The models on the left show the naive approach used the scores we measured, and the one on the right uses the estimated (penalized) true scores. We see that the naive models have a bit of intercept bias (intercepts vary, slopes identical), whereas the models on the right are unbiased (identical intercepts and slopes). Thus, one can use the estimated true scores to improve the selection method.

We can in fact calculate the values needed to be added to the selection depending on measured and group IQ to get a sense of the amount of correction needed for different cases:

The somewhat complex plot shows us which value we have to add from the measured IQ to adjust for the unreliability and differences in group IQs. In other words, the amount of regression towards the mean to apply. Thus, we see that if the group IQ mean is actually above the measured value, we must add a bit: top left plot for Hong Kong, if we have reliability = 0.5 (poor), and see 100 IQ, we should add 5 to get a best estimate of 105 IQ. In the case of extreme cases where we see 145 IQ with a standard 0.80 reliability test, we need to subtract 7 IQ if the person is from Hong Kong but 15 IQ if they are from Nigeria. Doing so in both cases will result in unbiased estimates of these bright people of 130 and 138 IQ.
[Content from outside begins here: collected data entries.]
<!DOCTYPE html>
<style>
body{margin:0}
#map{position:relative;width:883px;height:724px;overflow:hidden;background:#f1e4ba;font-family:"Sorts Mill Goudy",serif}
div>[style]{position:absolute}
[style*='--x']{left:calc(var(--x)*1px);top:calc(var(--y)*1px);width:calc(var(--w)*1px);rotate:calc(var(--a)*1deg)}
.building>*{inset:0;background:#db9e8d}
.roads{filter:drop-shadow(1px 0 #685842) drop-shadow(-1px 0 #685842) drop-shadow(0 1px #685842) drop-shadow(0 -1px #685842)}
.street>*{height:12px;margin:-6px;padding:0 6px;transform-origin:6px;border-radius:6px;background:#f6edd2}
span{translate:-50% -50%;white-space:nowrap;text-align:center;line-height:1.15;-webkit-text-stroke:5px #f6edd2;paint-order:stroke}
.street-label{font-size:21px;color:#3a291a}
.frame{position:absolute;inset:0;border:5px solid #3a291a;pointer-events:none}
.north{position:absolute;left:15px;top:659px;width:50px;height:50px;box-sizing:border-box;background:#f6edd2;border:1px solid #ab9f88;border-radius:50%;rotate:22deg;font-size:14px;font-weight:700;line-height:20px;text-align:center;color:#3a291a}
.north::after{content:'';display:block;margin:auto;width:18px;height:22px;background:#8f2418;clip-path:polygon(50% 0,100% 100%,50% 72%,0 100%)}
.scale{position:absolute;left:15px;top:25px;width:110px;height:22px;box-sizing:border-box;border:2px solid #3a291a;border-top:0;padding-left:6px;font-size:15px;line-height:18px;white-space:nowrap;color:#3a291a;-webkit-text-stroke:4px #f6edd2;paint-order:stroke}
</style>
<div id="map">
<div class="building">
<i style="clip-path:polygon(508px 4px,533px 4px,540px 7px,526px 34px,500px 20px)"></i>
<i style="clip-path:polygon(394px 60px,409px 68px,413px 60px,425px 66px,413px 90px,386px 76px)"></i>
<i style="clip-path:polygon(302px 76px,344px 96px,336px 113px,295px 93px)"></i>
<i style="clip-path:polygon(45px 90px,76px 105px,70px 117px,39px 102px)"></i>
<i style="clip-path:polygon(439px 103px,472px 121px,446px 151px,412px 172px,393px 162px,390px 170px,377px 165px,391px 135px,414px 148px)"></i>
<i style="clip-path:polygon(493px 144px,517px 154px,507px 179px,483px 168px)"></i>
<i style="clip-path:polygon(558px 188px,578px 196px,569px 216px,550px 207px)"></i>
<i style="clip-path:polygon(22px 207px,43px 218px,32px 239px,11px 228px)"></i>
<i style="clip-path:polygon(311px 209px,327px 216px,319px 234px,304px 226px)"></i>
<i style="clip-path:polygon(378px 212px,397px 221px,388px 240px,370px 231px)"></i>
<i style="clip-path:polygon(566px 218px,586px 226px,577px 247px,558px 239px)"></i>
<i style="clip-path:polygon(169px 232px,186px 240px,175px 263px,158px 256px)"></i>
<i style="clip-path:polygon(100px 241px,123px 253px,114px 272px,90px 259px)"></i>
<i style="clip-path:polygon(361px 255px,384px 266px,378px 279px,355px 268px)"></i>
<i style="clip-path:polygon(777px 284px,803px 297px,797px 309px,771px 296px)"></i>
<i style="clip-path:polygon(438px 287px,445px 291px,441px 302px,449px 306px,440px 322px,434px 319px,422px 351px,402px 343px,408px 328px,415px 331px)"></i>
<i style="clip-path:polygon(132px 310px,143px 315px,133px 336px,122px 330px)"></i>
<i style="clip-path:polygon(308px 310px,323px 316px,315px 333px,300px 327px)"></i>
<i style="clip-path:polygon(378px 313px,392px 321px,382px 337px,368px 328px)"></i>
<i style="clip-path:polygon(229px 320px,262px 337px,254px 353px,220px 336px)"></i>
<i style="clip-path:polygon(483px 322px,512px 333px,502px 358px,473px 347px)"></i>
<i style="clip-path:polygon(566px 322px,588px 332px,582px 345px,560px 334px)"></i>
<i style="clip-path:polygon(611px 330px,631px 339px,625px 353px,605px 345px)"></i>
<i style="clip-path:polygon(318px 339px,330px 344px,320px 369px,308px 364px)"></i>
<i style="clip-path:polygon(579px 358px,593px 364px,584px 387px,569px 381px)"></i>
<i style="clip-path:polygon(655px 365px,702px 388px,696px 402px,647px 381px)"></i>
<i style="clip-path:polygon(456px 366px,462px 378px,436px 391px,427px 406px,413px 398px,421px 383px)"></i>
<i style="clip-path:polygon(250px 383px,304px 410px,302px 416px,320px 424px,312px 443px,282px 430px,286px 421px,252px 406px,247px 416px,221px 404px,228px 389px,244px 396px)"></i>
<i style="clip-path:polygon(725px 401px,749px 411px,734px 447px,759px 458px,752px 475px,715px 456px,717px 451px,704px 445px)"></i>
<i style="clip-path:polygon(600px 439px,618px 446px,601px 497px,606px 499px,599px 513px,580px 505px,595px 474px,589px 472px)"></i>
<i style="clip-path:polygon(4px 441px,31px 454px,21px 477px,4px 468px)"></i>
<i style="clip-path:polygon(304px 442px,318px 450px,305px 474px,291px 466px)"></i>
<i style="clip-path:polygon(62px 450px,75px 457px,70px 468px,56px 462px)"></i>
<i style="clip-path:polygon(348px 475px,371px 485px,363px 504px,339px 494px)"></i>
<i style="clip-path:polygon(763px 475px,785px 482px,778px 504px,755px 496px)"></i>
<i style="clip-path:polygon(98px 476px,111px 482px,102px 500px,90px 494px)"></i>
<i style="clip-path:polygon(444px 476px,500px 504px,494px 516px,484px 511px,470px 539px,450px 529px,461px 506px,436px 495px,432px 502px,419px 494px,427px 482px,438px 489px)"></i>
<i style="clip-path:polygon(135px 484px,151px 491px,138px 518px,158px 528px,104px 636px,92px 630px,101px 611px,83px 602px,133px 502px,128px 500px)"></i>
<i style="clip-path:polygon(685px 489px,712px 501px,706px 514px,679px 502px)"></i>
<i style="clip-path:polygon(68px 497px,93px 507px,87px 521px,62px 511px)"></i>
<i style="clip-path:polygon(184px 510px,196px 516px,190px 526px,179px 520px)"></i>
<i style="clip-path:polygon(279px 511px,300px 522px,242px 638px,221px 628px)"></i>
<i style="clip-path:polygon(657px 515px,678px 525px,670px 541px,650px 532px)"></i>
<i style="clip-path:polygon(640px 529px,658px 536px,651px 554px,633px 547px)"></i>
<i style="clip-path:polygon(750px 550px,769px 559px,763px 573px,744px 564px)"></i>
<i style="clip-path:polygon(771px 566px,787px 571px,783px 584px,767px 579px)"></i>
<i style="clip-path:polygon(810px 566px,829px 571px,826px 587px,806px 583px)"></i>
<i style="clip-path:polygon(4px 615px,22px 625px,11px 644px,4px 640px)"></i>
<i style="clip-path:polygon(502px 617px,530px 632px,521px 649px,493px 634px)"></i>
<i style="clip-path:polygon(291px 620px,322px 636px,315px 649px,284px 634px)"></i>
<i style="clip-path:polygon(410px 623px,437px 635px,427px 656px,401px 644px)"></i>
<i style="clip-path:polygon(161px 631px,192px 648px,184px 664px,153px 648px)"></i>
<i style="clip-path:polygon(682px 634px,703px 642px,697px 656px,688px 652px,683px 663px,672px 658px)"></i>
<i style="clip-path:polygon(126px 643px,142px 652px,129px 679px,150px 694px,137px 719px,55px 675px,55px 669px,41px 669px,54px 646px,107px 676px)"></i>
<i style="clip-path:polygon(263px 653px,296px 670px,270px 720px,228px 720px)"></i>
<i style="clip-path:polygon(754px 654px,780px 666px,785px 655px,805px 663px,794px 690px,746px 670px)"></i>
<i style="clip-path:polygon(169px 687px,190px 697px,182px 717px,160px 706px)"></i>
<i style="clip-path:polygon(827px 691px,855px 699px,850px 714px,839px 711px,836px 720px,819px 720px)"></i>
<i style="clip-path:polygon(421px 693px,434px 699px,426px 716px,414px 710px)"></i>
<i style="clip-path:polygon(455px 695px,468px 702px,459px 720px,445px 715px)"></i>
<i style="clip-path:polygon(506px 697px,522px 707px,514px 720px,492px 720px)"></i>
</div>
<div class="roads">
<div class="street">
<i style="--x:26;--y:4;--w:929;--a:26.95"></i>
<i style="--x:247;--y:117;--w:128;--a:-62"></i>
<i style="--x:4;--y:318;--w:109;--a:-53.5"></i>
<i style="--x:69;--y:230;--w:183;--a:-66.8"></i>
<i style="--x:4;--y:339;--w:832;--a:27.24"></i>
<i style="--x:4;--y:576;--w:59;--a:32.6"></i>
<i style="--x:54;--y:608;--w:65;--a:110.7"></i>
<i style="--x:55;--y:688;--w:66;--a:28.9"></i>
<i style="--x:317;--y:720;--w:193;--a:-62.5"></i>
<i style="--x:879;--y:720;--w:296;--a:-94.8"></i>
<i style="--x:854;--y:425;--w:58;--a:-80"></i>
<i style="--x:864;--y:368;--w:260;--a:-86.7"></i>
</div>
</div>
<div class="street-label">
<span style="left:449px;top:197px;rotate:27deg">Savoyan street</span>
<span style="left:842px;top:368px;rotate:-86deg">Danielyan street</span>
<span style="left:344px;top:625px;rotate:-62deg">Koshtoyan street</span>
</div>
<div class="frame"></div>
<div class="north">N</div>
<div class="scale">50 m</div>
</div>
Given practical realities amount the validity of whatever measure of human capital is used (e.g. university degree, ranking of university, employment history), thus, rather large corrections or penalties are sometimes necessary for people coming from poorly performing groups. If threshold selection is used, their performance will still not be on average the same, however, it will be much closer. One can choose suitable thresholds by origin country to ensure that immigration groups do not underperform the natives, and thus are not economic liabilities in the long run.